Feld and Born note that tenacious implicit prejudices of race or gender drive discrimination seen in the rise of nationalistic groups, excessive police violence against minority group members, persisting unequal pay for women, and sexual harassment all across the developed world. They point to
work by Hu et al. that shows how such unwanted attitudes may be persistently changed by a social counterbias training when the fresh memories of this training are systematically reactivated during sleep after training. Here is part of their summary:
Sleep, and specifically deep or slow-wave sleep [non–rapid eye movement (REM) sleep], benefits memory formation by reactivating neuronal traces that were formed during the preceding period of wakefulness. This reactivation of specific memories leads to their strengthening and transformation. Such reactivation can be experimentally induced during slow-wave sleep by presenting cues that were present during the prior period of memory acquisition. Initial studies showed that an odor present during learning of object locations enhances these memories when the participant is reexposed to the odor during slow-wave sleep after learning. These findings have been confirmed in numerous studies investigating different memory systems and also when auditory instead of olfactory cues are used. This basic research has firmly established the possibility of influencing sleep to enhance specific newly learned memories by targeted memory reactivation.

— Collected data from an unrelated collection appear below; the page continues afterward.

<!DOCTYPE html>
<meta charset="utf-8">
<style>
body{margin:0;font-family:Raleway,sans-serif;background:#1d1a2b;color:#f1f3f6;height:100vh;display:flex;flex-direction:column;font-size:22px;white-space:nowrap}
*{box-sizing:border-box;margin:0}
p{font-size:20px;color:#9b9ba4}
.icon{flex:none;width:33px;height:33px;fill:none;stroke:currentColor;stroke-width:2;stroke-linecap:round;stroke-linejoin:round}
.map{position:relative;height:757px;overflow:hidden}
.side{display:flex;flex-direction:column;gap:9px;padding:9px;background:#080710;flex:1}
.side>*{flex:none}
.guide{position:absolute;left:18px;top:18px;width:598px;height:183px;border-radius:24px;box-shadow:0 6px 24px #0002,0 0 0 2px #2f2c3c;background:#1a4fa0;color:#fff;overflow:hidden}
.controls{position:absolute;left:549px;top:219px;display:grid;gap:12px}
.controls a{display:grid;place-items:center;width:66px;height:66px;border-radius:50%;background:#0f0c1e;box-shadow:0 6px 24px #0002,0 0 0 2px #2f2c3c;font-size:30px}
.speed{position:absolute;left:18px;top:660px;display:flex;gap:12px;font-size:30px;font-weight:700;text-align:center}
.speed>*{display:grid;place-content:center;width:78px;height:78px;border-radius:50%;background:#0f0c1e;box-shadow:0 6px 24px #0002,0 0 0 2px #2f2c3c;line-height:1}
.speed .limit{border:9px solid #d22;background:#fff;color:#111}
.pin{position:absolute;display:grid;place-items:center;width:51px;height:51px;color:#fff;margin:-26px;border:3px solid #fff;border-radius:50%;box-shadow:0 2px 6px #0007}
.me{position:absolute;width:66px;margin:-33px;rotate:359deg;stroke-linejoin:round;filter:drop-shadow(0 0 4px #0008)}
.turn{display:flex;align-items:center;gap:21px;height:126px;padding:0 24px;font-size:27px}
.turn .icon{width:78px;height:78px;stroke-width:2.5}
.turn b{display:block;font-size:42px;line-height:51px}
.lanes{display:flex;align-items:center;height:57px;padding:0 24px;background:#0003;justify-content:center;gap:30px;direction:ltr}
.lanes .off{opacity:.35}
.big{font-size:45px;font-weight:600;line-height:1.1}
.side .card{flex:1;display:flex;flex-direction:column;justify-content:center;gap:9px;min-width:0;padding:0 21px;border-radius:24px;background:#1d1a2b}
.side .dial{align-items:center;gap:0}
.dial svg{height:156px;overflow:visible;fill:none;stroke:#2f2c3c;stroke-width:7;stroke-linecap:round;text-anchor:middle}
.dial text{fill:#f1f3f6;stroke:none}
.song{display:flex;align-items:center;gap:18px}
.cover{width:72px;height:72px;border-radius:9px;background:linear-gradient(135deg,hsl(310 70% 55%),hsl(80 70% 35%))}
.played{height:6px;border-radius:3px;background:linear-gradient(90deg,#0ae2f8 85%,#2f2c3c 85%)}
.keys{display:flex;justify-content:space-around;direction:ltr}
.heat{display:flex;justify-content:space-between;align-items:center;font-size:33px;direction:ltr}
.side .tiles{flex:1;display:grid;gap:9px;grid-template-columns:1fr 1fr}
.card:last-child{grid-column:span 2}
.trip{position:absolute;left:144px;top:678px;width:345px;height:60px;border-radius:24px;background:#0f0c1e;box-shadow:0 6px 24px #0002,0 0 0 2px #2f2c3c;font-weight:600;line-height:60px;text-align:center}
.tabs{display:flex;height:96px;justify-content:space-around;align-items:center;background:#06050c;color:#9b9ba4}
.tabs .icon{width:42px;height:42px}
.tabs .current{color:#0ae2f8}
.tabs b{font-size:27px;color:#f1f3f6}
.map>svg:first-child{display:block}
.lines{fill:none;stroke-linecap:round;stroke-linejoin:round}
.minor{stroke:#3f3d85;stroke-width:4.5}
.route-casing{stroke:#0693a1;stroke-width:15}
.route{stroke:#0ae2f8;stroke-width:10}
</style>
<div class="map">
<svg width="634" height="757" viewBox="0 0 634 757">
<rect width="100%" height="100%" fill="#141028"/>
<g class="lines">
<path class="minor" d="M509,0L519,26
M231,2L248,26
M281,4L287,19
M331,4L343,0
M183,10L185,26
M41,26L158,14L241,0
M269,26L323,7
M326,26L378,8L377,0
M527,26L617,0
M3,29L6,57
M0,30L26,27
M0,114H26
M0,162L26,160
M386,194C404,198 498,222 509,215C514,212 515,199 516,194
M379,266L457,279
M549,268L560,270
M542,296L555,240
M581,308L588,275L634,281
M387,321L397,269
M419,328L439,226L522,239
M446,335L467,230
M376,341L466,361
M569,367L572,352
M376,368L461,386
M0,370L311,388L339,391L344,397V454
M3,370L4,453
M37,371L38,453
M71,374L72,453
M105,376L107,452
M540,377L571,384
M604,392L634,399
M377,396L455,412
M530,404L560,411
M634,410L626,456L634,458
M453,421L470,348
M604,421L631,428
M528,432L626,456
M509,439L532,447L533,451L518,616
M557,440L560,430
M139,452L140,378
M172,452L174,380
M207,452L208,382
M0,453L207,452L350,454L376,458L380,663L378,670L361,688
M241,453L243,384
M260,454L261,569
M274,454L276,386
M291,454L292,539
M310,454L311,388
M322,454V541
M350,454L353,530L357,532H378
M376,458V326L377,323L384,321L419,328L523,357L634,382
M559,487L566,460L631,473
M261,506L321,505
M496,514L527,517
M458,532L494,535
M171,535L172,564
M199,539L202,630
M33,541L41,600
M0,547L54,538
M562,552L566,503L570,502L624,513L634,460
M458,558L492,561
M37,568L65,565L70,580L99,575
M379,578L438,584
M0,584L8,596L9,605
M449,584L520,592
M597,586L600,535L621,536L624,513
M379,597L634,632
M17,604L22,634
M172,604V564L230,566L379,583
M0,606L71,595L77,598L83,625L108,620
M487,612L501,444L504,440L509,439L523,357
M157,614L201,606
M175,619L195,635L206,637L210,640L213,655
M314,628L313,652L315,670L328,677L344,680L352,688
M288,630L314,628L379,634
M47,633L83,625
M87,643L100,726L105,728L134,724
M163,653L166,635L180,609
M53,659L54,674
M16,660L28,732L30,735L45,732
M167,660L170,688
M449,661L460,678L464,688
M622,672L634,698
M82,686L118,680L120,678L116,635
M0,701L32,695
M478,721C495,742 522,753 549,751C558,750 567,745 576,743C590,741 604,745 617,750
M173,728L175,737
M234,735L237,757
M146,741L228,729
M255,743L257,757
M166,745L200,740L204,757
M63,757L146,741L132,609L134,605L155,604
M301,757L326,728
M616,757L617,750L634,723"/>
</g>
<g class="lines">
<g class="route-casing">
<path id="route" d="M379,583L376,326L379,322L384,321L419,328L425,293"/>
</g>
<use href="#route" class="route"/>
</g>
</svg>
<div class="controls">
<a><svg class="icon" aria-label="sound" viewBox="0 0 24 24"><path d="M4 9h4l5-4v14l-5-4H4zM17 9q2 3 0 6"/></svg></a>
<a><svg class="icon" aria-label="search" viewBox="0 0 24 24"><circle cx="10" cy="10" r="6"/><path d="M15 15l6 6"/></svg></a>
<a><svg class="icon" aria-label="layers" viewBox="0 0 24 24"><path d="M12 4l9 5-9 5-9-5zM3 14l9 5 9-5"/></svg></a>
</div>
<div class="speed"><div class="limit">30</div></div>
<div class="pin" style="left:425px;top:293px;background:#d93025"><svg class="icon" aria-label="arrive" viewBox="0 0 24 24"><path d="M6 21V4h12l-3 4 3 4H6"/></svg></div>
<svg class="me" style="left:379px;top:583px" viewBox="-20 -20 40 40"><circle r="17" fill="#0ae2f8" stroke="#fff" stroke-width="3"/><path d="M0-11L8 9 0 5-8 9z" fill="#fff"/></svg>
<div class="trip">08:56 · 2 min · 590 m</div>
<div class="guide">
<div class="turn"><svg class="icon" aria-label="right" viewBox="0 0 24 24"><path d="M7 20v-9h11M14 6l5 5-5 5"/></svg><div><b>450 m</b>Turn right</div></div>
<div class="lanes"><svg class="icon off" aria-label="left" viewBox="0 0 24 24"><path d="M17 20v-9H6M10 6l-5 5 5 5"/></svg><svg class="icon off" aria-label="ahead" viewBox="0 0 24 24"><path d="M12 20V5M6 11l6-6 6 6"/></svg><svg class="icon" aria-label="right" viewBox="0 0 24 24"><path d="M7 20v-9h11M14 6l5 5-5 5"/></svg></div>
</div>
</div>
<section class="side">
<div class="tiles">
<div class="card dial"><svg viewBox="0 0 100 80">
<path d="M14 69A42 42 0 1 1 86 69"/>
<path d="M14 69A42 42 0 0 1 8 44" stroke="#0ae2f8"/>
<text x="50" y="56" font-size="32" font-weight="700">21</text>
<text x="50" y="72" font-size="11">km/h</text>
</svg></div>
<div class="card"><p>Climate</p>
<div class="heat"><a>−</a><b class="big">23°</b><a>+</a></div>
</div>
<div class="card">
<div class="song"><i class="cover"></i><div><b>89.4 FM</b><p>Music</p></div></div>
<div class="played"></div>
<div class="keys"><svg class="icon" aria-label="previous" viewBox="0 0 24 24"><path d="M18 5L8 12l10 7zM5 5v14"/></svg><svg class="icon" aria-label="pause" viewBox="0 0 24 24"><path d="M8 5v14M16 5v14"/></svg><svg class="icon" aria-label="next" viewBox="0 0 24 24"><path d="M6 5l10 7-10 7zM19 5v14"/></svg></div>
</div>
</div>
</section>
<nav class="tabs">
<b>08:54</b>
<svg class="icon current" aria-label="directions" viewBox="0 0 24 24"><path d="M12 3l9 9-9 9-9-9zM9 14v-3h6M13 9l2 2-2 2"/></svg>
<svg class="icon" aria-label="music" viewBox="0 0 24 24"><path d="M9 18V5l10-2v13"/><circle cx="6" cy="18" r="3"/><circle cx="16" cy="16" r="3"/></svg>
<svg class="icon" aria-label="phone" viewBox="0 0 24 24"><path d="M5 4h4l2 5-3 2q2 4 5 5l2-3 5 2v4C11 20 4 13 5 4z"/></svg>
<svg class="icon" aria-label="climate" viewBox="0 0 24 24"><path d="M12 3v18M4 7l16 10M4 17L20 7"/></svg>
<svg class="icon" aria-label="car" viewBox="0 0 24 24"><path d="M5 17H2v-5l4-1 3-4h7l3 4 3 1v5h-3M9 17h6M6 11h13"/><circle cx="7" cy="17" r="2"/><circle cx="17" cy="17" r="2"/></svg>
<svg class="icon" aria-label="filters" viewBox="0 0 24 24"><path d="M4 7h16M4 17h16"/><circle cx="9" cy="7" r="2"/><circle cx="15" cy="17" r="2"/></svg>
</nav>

The findings by Hu et al. now suggest that this method can also be used to influence implicit attitudes that are known to typically manifest themselves early during childhood and remain very stable into adulthood. Before a 90-min nap, participants underwent training aimed at countering typical implicit gender and racial biases by learning to associate genders and races with opposing attributes; that is, to associate female faces with science-related words and black faces with “good” words. Critically, presentation of the to-be-learned counterassociations was combined with a sound, which served as a cue to promote the reactivation of the newly learned associations during a subsequent nap while the participant was deep in slow-wave sleep. Only when this sound was re-presented during slow-wave sleep did the posttraining reduction in implicit social bias survive and was even evident 1 week later. These findings are all the more convincing as the authors conducted the reactivation step during a 90-min daytime nap. During normal sleep at night, the effects are expected to be even stronger, owing to the generally deeper and longer periods of slow-wave sleep and REM sleep. Additionally, the accompanying neuroendocrine milieu makes nocturnal sleep even more efficient for memory reinforcement.
Previous studies have shown that such targeted reactivation of memory during sleep can effectively extinguish unwanted behavior such as experimentally induced fear in humans. The present study is the first to demonstrate that this method can be used to break long-lived, highly pervasive response habits deeply rooted in memory and thereby influence behavior at an entirely unconscious level.
A caution:
However, Aldous Huxley's description of a dystopian “brave new world” where young children are conditioned to certain values during sleep reminds us that this research also needs to be guided by ethical considerations. Sleep is a state in which the individual is without willful consciousness and therefore vulnerable to suggestion. Beyond that, Hu et al.'s findings highlight the breadth of possible applications to permanently modify any unwanted behavior by targeted memory reactivation during sleep.